# Task item
Counting task for the data below: how many lines hold the word "マンション"? Answer with the number only.

*** Opening Provided data ***

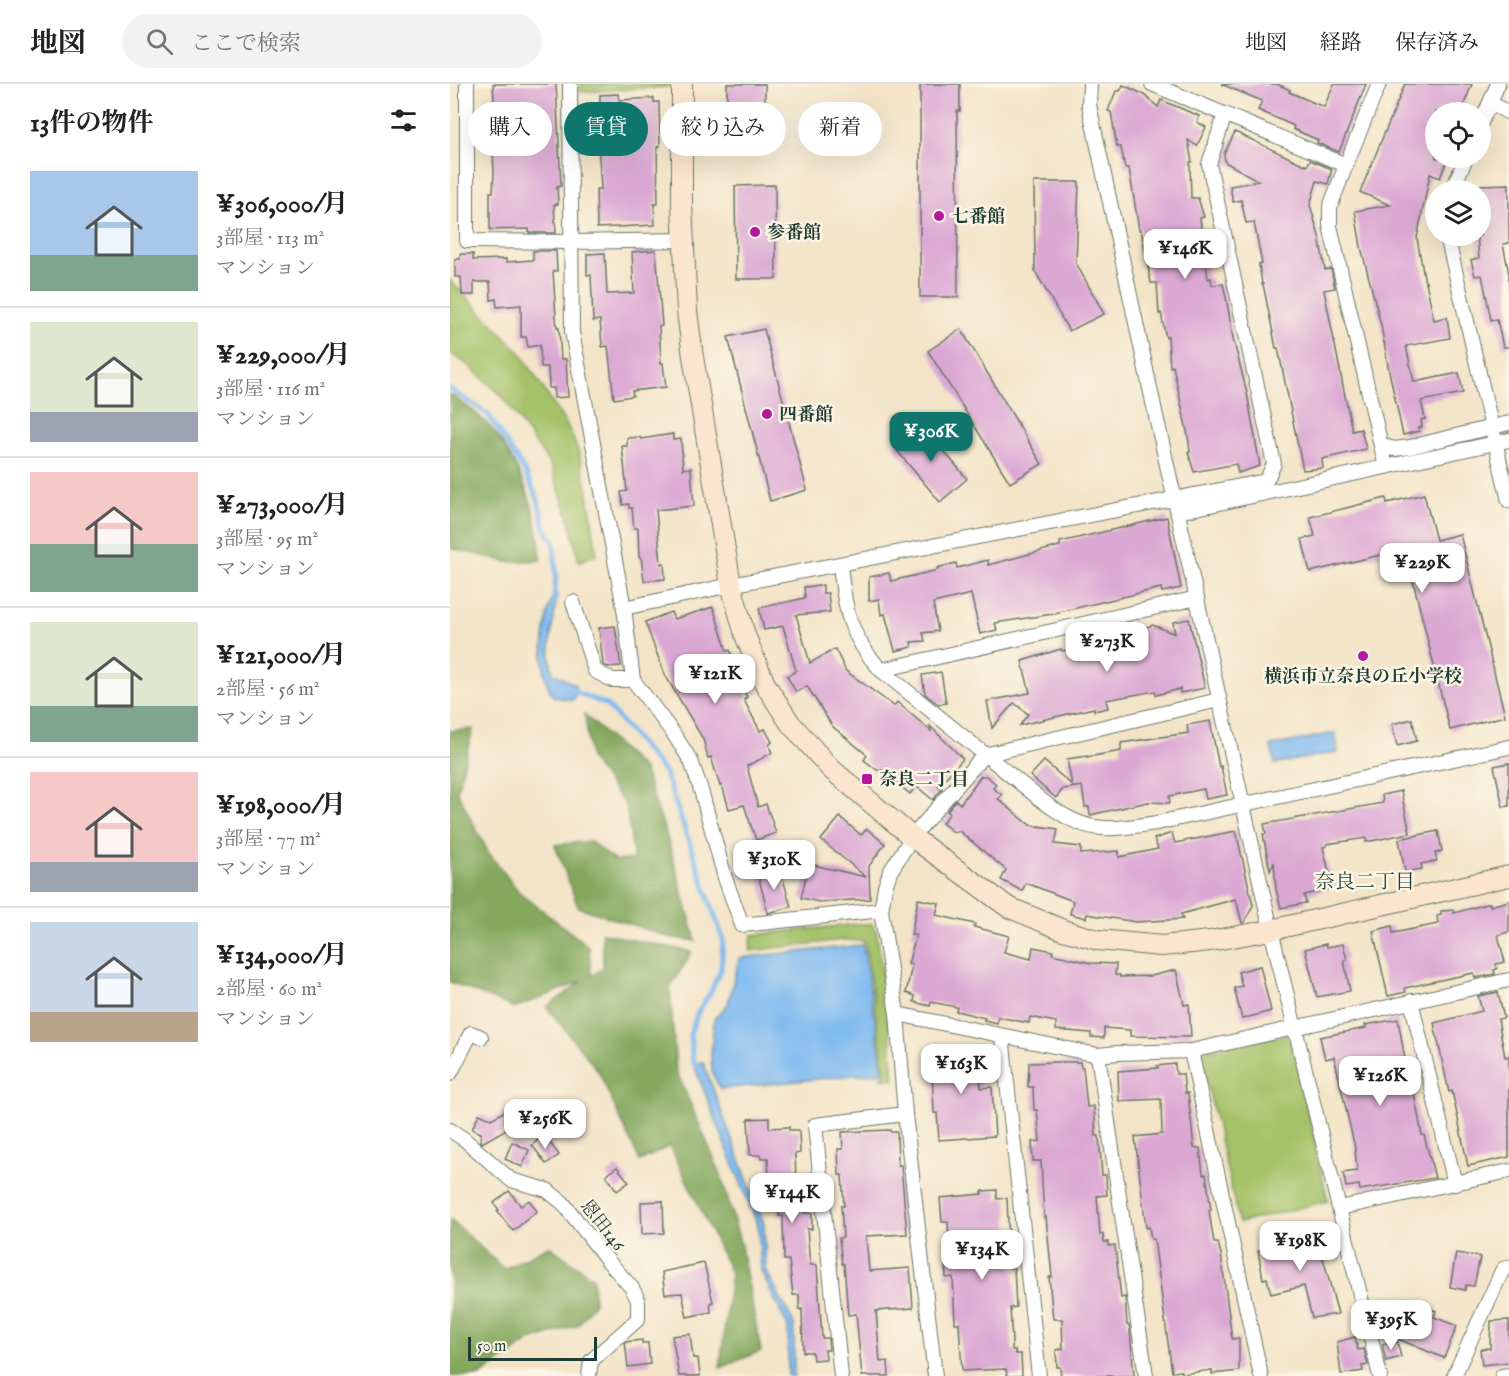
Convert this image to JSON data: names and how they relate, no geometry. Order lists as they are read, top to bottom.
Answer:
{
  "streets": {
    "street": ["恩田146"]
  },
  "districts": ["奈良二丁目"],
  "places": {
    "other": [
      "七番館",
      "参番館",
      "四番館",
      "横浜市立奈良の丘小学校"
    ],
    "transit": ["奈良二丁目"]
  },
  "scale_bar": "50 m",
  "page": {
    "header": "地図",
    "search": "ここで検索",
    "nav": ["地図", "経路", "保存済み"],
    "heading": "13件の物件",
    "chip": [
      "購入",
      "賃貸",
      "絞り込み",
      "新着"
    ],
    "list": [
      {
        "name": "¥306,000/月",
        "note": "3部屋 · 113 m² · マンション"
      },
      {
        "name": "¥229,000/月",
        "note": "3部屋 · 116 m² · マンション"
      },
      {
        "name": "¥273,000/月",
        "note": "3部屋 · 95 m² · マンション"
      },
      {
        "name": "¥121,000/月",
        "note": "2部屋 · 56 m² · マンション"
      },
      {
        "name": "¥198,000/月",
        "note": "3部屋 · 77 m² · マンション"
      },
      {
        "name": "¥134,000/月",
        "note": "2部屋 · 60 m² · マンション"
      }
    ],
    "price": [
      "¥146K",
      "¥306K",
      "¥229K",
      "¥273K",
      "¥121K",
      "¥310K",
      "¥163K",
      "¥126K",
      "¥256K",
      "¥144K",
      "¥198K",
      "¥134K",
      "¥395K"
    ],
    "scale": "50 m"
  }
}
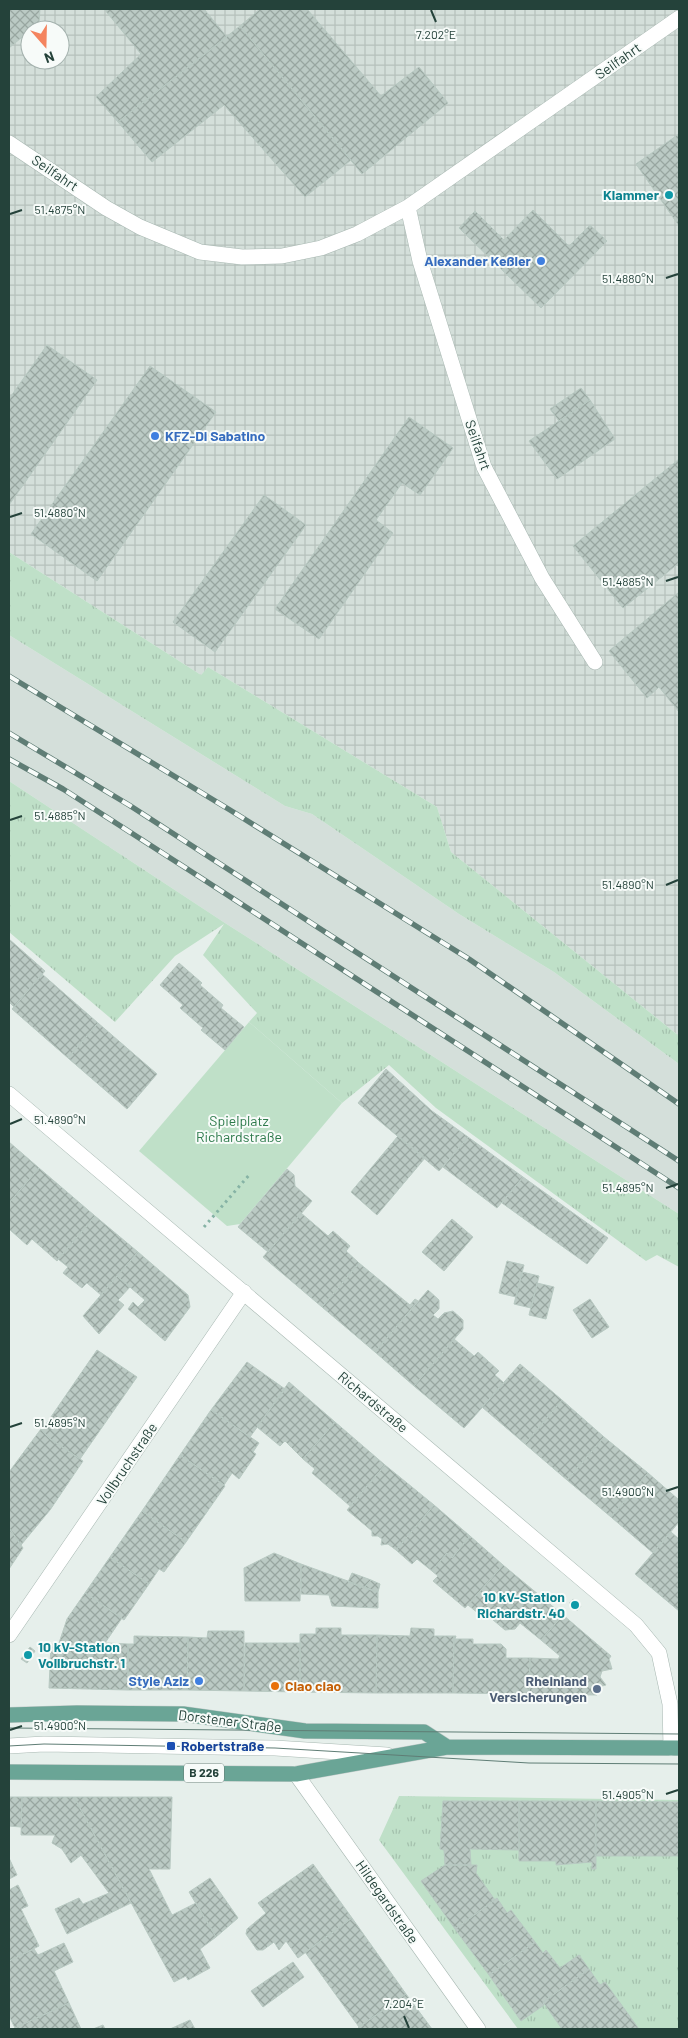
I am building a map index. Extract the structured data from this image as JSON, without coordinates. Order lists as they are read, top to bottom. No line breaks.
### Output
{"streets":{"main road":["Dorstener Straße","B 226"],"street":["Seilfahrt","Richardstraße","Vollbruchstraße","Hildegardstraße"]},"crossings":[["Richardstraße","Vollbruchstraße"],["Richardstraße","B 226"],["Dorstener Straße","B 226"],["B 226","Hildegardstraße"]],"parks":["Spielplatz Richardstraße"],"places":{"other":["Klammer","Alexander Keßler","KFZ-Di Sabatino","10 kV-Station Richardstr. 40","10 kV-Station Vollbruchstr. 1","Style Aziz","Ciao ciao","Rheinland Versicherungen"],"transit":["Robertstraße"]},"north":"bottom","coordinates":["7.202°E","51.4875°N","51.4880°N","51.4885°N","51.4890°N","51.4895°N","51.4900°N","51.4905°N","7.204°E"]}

*** Closing Provided data ***

# Response to this exercise
6